> _DIRECTIONS FOR THIS TASK_
From the listing below, select every line where the word "tools" appears.

> _RECORDS FOR THE EXERCISE_
+ + +
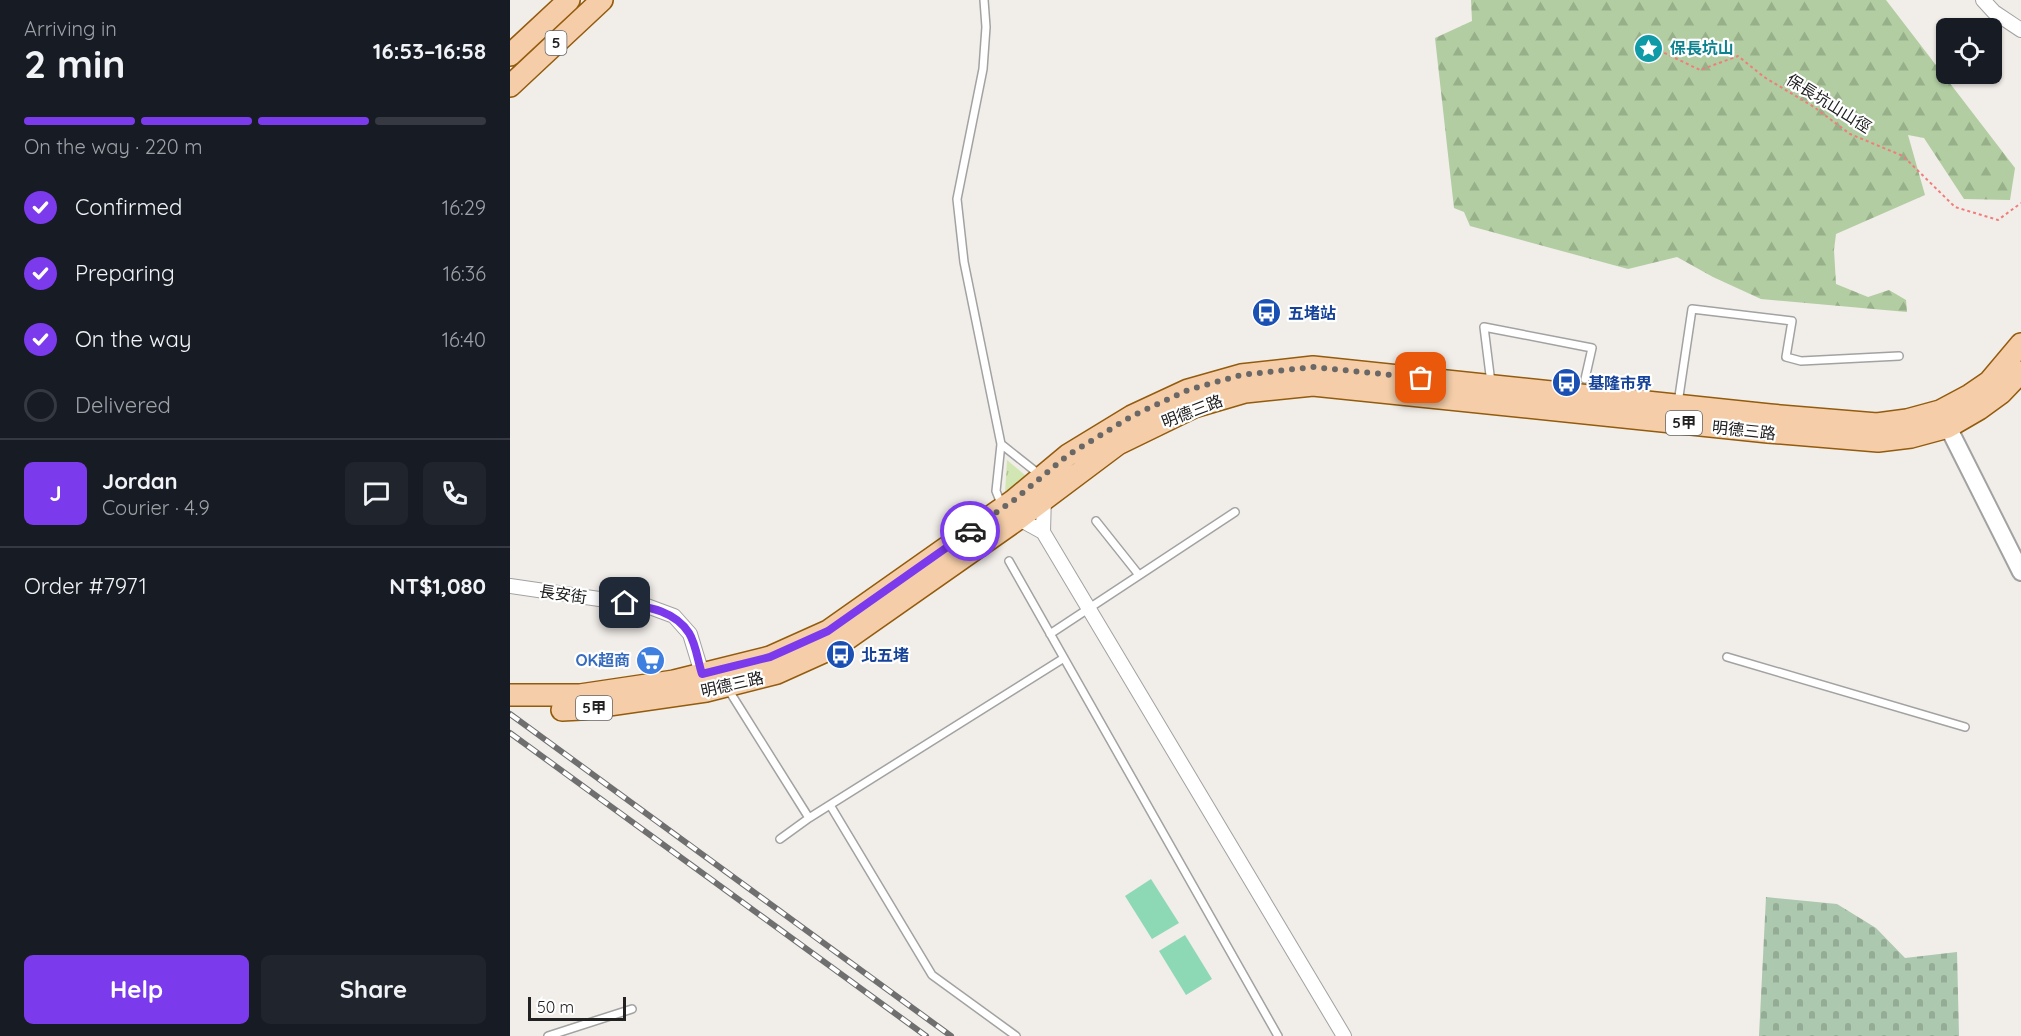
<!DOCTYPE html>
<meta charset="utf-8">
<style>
body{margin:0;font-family:Quicksand,"Noto Sans TC",sans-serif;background:#20242c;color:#f1f3f6;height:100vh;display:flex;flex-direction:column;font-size:22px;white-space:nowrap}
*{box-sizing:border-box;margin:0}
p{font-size:20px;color:#9ea1a6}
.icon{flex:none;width:33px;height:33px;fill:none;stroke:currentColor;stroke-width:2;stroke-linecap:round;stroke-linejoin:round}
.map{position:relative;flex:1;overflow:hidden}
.side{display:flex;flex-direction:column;background:#171b24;width:510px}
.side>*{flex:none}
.tools{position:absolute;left:1426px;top:18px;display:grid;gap:12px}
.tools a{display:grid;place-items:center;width:66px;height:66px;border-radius:9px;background:#171b24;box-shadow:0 2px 4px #0004;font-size:30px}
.scale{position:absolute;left:18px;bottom:15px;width:98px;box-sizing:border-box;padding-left:6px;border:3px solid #212121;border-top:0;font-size:16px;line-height:21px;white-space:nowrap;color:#212121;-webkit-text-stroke:4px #fff;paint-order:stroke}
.pin{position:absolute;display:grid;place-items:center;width:51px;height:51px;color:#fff;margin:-26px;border-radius:12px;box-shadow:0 3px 9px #0006}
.courier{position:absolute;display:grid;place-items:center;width:60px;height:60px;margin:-30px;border:4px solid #7c3aed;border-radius:50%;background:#fff;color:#222;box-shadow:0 2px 8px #0007}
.summary em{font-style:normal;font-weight:800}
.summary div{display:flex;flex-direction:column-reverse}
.summary{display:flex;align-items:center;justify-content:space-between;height:102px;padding:0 24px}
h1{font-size:39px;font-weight:800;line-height:45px}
.bar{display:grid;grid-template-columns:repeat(4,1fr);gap:9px 6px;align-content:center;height:72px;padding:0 24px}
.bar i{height:8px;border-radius:4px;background:#363941}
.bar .current{background:#7c3aed}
.bar p{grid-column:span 4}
.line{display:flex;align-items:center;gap:15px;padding:0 24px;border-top:2px solid #363941}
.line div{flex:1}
.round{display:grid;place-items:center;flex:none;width:63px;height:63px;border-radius:9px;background:#20242c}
ol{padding:0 24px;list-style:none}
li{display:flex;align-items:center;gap:18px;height:66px}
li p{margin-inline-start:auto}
li .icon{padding:6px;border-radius:50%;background:#7c3aed;color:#fff;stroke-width:4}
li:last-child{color:#9ea1a6}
li i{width:33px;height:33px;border:3px solid #363941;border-radius:50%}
.button{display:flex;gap:12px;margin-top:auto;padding:12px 24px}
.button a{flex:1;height:69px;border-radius:9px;background:#7c3aed;color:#fff;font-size:24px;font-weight:800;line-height:69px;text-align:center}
.button a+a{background:#20242c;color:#f1f3f6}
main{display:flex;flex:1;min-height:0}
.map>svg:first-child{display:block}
</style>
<main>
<section class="side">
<div class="summary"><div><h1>2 min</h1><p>Arriving in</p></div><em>16:53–16:58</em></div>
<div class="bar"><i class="current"></i><i class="current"></i><i class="current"></i><i></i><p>On the way · 220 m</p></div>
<ol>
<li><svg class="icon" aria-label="check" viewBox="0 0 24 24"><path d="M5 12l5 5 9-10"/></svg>Confirmed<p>16:29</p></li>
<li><svg class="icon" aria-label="check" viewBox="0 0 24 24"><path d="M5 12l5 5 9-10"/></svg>Preparing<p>16:36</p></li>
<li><svg class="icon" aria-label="check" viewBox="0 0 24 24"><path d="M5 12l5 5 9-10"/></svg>On the way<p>16:40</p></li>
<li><i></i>Delivered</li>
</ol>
<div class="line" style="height:108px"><b class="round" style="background:#7c3aed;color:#fff">J</b><div><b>Jordan</b><p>Courier · 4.9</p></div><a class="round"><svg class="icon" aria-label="chat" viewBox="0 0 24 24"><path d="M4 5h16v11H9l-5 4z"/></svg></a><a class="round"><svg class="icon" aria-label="phone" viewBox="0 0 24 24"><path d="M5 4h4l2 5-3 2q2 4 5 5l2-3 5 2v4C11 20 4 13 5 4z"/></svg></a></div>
<div class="line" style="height:78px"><div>Order #7971</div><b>NT$1,080</b></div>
<div class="button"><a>Help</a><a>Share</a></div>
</section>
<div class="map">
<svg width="1511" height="1036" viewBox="0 0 1511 1036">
<defs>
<pattern id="grass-tufts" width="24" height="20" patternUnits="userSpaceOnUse" patternTransform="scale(1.5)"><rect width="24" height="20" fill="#d1e6b3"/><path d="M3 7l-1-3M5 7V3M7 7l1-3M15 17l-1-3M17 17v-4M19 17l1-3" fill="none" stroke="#b3c59a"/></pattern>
<pattern id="forest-firs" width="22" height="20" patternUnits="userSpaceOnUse" patternTransform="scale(1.5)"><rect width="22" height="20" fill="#b1cda1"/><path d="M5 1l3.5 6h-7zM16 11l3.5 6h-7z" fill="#98b08a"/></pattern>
<pattern id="cemetery-stones" width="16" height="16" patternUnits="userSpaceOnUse" patternTransform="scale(1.5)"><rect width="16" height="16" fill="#acc8ae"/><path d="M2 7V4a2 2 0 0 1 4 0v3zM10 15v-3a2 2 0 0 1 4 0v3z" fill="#94ac95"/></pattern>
</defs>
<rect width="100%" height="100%" fill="#f1ede9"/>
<path fill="url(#grass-tufts)" d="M497,460L516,476L495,493Z"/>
<path fill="url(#forest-firs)" d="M961,0H1376L1505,168L1500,200L1454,199L1414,138L1398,135L1415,195L1326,234L1324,250L1326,284L1358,297L1379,290L1396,300L1397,312L1251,299L1203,277L1167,257L1118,269L960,226L954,212L944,208L925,38L962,21Z"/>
<path fill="url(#cemetery-stones)" d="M1256,897L1327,904L1366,928L1395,958L1447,952L1449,1036H1249Z"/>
<path fill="#8ed9b5" d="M641,879L669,923L642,939L615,896Z
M675,935L702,979L676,995L649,951Z"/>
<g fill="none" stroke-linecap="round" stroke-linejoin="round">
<defs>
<path id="service" d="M474,0L476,27L473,69L447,199L454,262L491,444L486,491L492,506
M981,383L974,327L1082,348L1075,379
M1168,403L1182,309L1282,321L1276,357L1291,361L1389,356
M491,444L530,475
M586,521L629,575
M499,561L768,1036
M540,634L725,512
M1217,657L1455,727
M218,689L299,818
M320,805L422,975L506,1036
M270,839L299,818L554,658
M38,1036L122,1009"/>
<path id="minor" d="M1473,0L1484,12L1511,30
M502,515L533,532L834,1036
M533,532L534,495
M0,586L137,606L164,616L180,634L194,680"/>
<path id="tertiary" d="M1433,417L1511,572"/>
<path id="primary" d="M0,55L59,0
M0,86L92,0
M0,695H70L164,681L260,657L318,631L504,500L558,455L622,416L678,390L731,375L803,367L1260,415L1367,424L1397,420L1430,411L1460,395L1479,382L1511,344
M52,710L71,709L196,691L267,673L327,646L508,519L608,444L684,407L735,392L803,385L1258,432L1368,441L1401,437L1438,427L1469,409L1491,393L1511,372"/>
</defs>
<use href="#service" stroke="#a2a2a2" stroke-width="10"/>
<use href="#minor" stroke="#a2a2a2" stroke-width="16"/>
<use href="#tertiary" stroke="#a2a2a2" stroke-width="20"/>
<use href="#primary" stroke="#935b0c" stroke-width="24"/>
<path stroke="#f07d7b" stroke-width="2" stroke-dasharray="3 3" stroke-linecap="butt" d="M1138,45L1190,70L1228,56L1254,77L1304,107L1340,134L1393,156L1445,207L1488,220L1511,203"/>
<use href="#service" stroke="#fff" stroke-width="7"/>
<use href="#minor" stroke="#fff" stroke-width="14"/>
<use href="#tertiary" stroke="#fff" stroke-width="16"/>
<use href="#primary" stroke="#f5cea9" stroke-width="21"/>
<defs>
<path id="rail" d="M0,714L441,1036
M0,733L416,1036"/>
</defs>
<use href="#rail" stroke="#6f6f6f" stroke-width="6"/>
<use href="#rail" stroke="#fff" stroke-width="4" stroke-dasharray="11" stroke-linecap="butt"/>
</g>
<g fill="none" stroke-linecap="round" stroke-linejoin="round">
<path stroke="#6a6867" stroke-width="6" stroke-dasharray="0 10.8" d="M460,531L504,500L558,455L622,416L678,390L731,375L803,367L911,378"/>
<path stroke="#7c3aed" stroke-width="8" d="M115,603C139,607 165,611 179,633C186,644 188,662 192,674L260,657L318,631L460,531"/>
</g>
<defs>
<symbol id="sight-disc" viewBox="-11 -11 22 22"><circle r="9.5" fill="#0f9aa8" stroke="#fff"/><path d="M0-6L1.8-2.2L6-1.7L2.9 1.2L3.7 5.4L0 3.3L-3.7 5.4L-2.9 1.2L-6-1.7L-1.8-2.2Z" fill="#fff"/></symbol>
<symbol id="bus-disc" viewBox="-11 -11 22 22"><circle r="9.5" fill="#1a4fb4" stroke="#fff"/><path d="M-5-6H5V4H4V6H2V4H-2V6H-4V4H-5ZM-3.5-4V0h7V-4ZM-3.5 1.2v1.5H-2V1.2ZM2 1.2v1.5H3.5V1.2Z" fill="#fff"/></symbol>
<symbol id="supermarket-disc" viewBox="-11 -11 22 22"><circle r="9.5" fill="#3f7fe0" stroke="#fff"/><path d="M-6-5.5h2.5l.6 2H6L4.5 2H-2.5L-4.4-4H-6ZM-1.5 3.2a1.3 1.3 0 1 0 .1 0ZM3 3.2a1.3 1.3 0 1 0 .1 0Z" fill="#fff"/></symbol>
</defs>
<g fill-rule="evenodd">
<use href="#sight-disc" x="1122" y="32" width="33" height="33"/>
<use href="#bus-disc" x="740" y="296" width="33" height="33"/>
<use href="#bus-disc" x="1040" y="366" width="33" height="33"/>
<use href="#bus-disc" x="314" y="638" width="33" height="33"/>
<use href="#supermarket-disc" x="124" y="644" width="33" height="33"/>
</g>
<g text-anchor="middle" stroke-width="4.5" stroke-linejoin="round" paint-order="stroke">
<g fill="#fff" stroke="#646464" stroke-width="1.5">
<rect x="35.5" y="31" width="21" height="24" rx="4.5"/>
<rect x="1156" y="411" width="36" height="24" rx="4.5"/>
<rect x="66" y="696" width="36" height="24" rx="4.5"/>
</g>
<g font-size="15" font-weight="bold" fill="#212121">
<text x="46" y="48">5</text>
<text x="1174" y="428">5甲</text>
<text x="84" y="713">5甲</text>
</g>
<g font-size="16" font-weight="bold" fill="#0d838f" stroke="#fff" text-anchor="start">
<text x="1160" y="54">保長坑山</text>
</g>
<g font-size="16" fill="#212121" stroke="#fff">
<text transform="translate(1319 103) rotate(32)" y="6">保長坑山山徑</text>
<text transform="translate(682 411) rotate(-21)" y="6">明德三路</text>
<text transform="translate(1234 430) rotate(6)" y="6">明德三路</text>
<text transform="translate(53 594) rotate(8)" y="6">長安街</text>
<text transform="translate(222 684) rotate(-13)" y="6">明德三路</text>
</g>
<g font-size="16" font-weight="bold" fill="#164399" stroke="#fff" text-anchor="start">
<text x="778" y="319">五堵站</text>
<text x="1078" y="389">基隆市界</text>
<text x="351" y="661">北五堵</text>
</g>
<g font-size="16" font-weight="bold" fill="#366cbe" stroke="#fff" text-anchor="end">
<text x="120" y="666">OK超商</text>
</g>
</g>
</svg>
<div class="tools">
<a><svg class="icon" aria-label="locate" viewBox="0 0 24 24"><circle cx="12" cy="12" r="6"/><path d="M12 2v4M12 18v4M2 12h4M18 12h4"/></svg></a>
</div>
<div class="scale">50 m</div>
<div class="pin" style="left:911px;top:378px;background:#ea580c"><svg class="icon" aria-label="bag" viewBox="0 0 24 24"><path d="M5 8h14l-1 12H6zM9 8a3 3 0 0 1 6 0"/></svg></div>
<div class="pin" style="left:115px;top:603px;background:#1f2937"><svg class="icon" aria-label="home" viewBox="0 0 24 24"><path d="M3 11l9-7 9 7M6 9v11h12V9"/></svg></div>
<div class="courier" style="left:460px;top:531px"><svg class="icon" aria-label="car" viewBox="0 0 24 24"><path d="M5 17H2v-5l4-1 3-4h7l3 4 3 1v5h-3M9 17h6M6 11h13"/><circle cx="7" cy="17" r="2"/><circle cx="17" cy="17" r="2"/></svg></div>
</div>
</main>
+ + +
> _TASK SOLUTION_
.tools{position:absolute;left:1426px;top:18px;display:grid;gap:12px}
.tools a{display:grid;place-items:center;width:66px;height:66px;border-radius:9px;background:#171b24;box-shadow:0 2px 4px #0004;font-size:30px}
<div class="tools">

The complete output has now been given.